A more interesting example — and this is where we get into MGR and Blit territory — is that if the client’s event-handler script is responsible for sending the events to the client, maybe it can also determine the form of those events. Like, maybe you could add a mouse-compatibility layer in front of some program written for a character-cell terminal, just by defining a few event handlers.

Application-to-display stream parsing?

Of course, that suggests that the event-handler script could also be in charge of the handling of data from the client. And then maybe you could, as the Blit does, start out in a glass-tty mode with some default event handlers that provide glass tty behavior, and then upload new event handlers with escape sequences.

That’s probably not actually ideal, for a couple of reasons. First, graphical applications can easily involve sufficiently massive data volumes that we want to minimize the number of copies of that data. (I’m typing this on a 1920×1080 32bpp 60Hz screen, which multiplies out to 497,664,000 bytes of pixel data per second. mpv can actually reliably get that data on the screen, using OpenGL. We probably don’t want that data flowing through an unaligned FIFO, and we probably don’t want client bytecode to be in charge of parsing it, because despite the potential advantages of XXX

It’s probably better to maintain the application-to-display protocol fixed, but include in it the ability for the application to directly invoke previously-uploaded event handlers, including event handlers that won’t fire on any window-system-generated events.

Vertical sync for tear-free redrawing

Another interesting example is the unfortunately-named† XSYNC extension, intended to provide tearing-free and flicker-free double-buffering for X11, as well as audio/video synchronization. It was proposed in 1991 but the Linux implementation still lacks access to the vsync signal needed to make it work, despite some work on this in 2003. XSYNC works by corking up the pipeline of drawing requests from a given client until some condition becomes true, such as a given timestamp passing, a counter incrementing, or the monitor going into vsync. Then the pipeline gets uncorked and updates the screen during the vertical blanking interval (VBI) or renders the next animation frame or whatever.
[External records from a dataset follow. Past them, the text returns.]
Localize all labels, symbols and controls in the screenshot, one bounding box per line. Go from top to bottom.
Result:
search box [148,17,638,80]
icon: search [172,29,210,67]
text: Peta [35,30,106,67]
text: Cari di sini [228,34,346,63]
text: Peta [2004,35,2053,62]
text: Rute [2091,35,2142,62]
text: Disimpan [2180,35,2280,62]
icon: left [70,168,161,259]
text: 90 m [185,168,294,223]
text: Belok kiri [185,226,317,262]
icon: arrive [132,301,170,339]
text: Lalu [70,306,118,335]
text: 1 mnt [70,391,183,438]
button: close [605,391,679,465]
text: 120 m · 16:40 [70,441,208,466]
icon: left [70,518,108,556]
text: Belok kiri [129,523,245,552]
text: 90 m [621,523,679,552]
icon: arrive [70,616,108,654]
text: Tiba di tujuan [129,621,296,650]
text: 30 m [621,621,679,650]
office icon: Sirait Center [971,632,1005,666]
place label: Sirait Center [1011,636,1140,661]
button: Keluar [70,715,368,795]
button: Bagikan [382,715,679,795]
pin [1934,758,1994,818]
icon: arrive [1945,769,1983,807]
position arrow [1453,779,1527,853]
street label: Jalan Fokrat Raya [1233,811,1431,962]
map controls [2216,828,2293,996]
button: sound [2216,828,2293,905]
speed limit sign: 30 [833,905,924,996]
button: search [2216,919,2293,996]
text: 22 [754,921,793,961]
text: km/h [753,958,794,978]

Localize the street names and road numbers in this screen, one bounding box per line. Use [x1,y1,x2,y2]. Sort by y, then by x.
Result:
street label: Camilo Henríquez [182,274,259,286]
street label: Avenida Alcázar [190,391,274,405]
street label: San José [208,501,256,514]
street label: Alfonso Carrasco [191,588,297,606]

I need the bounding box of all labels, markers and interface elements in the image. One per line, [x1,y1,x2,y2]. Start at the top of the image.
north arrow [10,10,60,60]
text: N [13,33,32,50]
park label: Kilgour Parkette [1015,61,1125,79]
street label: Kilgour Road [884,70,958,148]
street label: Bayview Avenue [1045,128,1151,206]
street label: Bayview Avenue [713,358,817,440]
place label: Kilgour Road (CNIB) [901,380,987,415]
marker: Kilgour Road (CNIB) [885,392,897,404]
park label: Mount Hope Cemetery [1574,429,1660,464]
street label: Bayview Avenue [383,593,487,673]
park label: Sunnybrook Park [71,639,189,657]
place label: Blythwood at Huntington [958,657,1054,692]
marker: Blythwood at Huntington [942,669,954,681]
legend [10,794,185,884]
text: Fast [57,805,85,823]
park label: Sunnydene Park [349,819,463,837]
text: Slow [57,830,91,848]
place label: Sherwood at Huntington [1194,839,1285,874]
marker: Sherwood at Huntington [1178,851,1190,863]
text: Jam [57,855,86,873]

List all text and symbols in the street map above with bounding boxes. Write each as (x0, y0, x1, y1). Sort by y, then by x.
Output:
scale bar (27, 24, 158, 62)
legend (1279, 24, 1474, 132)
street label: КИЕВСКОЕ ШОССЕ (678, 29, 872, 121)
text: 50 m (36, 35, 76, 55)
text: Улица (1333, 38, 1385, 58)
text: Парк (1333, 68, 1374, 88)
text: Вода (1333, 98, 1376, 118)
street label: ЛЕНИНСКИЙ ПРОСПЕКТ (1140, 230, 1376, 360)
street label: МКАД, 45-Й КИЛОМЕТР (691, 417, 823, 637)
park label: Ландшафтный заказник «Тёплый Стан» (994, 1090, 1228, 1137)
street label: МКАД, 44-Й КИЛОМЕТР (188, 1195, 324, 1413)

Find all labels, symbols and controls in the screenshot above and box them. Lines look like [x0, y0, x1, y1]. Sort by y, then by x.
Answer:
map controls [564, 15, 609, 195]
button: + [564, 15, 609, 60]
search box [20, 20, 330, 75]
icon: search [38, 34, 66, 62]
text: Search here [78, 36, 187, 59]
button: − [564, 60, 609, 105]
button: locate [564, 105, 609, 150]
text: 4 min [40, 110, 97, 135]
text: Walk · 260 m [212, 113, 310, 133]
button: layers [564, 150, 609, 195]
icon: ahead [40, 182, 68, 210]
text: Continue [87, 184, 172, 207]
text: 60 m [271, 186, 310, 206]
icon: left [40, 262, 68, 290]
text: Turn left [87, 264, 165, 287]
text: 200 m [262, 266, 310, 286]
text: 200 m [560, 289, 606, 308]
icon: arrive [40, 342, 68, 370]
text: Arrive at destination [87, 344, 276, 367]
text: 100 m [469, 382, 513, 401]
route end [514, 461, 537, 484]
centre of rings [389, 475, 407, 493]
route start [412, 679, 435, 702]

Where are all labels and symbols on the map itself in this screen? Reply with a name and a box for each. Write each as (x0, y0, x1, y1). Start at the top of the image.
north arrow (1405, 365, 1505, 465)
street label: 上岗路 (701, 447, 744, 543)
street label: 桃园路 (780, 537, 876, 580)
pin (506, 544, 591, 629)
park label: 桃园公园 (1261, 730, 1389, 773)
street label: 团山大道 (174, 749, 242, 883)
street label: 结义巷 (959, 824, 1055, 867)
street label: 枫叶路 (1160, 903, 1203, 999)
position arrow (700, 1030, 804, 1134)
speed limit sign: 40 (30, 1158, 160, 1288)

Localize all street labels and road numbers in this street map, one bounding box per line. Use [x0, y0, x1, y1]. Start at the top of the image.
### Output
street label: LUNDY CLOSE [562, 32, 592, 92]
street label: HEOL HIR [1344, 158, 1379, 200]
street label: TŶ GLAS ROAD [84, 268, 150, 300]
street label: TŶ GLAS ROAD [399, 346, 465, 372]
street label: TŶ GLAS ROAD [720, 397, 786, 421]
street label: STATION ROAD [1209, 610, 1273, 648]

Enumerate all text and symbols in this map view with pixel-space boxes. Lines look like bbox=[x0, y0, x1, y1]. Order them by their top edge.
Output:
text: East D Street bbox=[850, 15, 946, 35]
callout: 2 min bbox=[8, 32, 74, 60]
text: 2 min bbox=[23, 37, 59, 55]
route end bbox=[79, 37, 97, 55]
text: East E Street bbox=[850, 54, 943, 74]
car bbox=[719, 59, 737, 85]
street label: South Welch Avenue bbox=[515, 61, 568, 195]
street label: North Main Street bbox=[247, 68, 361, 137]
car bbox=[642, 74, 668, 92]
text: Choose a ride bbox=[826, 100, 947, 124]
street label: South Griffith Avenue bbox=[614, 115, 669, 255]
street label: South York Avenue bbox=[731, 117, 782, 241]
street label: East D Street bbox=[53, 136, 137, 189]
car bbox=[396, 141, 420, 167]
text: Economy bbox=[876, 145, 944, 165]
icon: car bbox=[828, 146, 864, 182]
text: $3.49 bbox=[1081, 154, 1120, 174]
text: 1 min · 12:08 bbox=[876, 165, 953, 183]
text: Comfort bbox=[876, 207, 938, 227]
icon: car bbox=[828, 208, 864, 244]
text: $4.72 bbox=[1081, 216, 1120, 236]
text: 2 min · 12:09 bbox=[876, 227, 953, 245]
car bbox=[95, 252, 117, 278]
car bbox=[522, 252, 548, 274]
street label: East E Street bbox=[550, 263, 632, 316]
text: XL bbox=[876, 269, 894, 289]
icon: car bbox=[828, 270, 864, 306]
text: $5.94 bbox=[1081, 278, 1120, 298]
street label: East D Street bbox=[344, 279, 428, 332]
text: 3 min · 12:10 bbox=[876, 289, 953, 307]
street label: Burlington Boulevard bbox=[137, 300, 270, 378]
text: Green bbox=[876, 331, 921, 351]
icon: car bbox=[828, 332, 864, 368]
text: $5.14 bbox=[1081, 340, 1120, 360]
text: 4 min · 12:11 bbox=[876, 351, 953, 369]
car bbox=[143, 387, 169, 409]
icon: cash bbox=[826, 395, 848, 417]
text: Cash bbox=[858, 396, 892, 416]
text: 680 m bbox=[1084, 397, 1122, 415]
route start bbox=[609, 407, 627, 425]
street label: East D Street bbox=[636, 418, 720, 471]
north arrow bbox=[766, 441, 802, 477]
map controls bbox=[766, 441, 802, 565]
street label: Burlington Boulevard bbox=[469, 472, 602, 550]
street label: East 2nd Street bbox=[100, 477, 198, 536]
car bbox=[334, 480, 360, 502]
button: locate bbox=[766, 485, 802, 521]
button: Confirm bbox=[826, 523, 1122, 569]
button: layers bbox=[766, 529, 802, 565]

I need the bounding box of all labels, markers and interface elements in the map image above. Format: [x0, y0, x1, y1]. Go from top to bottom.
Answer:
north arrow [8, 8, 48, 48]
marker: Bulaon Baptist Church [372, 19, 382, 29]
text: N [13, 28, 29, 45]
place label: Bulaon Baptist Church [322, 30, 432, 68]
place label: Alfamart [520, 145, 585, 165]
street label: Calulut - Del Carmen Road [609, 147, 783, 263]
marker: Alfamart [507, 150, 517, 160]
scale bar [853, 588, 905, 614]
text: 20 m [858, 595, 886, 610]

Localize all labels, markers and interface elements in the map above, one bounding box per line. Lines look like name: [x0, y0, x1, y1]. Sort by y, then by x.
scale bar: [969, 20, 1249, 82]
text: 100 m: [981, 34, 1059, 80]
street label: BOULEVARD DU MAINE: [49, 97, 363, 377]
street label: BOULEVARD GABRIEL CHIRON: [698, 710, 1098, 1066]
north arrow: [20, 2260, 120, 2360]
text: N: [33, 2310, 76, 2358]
† “Unfortunately named” because an almost, but not completely, unrelated core X11 function is called XSync().

Aside from the clumsy special-casing in the XSyncWaitCondition struct (which you can read about in the docs if you’re interested), implementing vertical synchronization just by uncorking a drawing request pipeline excludes many optimizations we would like to do. Consider what Massalin said about terminal emulation in Synthesis:

The numbers in Table 7.5 can be used to predict the elapsed time for the “cat /etc/termcap” measurement done in Section 7.2.2. Performing the calculation, we get 3.4 seconds if we ignore the invocation overhead and use only the per-character costs. Notice that this exceeds the elapsed time actually observed (Table 7.2). This unexpected result happens because Synthesis kernel [sic] can optimize the data flow, resulting in fewer calls and less actual work than a straight concatenation of the three quajects would indicate. For example, in a fast window system, many characters may be scrolled off the screen between the consecutive vertical scans of the monitor. Since these characters would never be seen by a user, they need not be drawn. The Synthesis window manager bypasses the drawing of those characters by using fine-grained scheduling. It samples the content of the virtual VT100 screen 60 times a second, synchronized to the vertical retrace of the monitor, and draws the parts of the screen that have changed since the last time. This is a good example of how fine-grain scheduling can streamline processing, bypassing I/O that does not affect the visible result. The data is not lost, however. All the data is available for review using the window’s scrollbars.

This kind of optimization — which, incidentally, improves predictability and reduces user-interface latency — can’t be done simply by uncorking a drawing pipeline at a predetermined time. You have to avoid sticking useless drawing operations into the drawing pipeline in the first place.

It would, on the other hand, be easy to implement this drawing approach as an event-handler script, although not without some kind of looping capabilities. Note that in this case the loop indexes over the terminal screen contents, which is a finite-size data object, and so it’s amenable to worst-case execution-time guarantee calculation — just not in such a straightforward way as BPF’s loop-free virtual-machine instruction set. (And you could limit execution time by, for example, inserting an Ethereum-style gas check before each backward jump or potentially-recursive function call, although a static check seems perhaps more desirable, since it moves the error reporting to a client request instead of a failed window redraw.)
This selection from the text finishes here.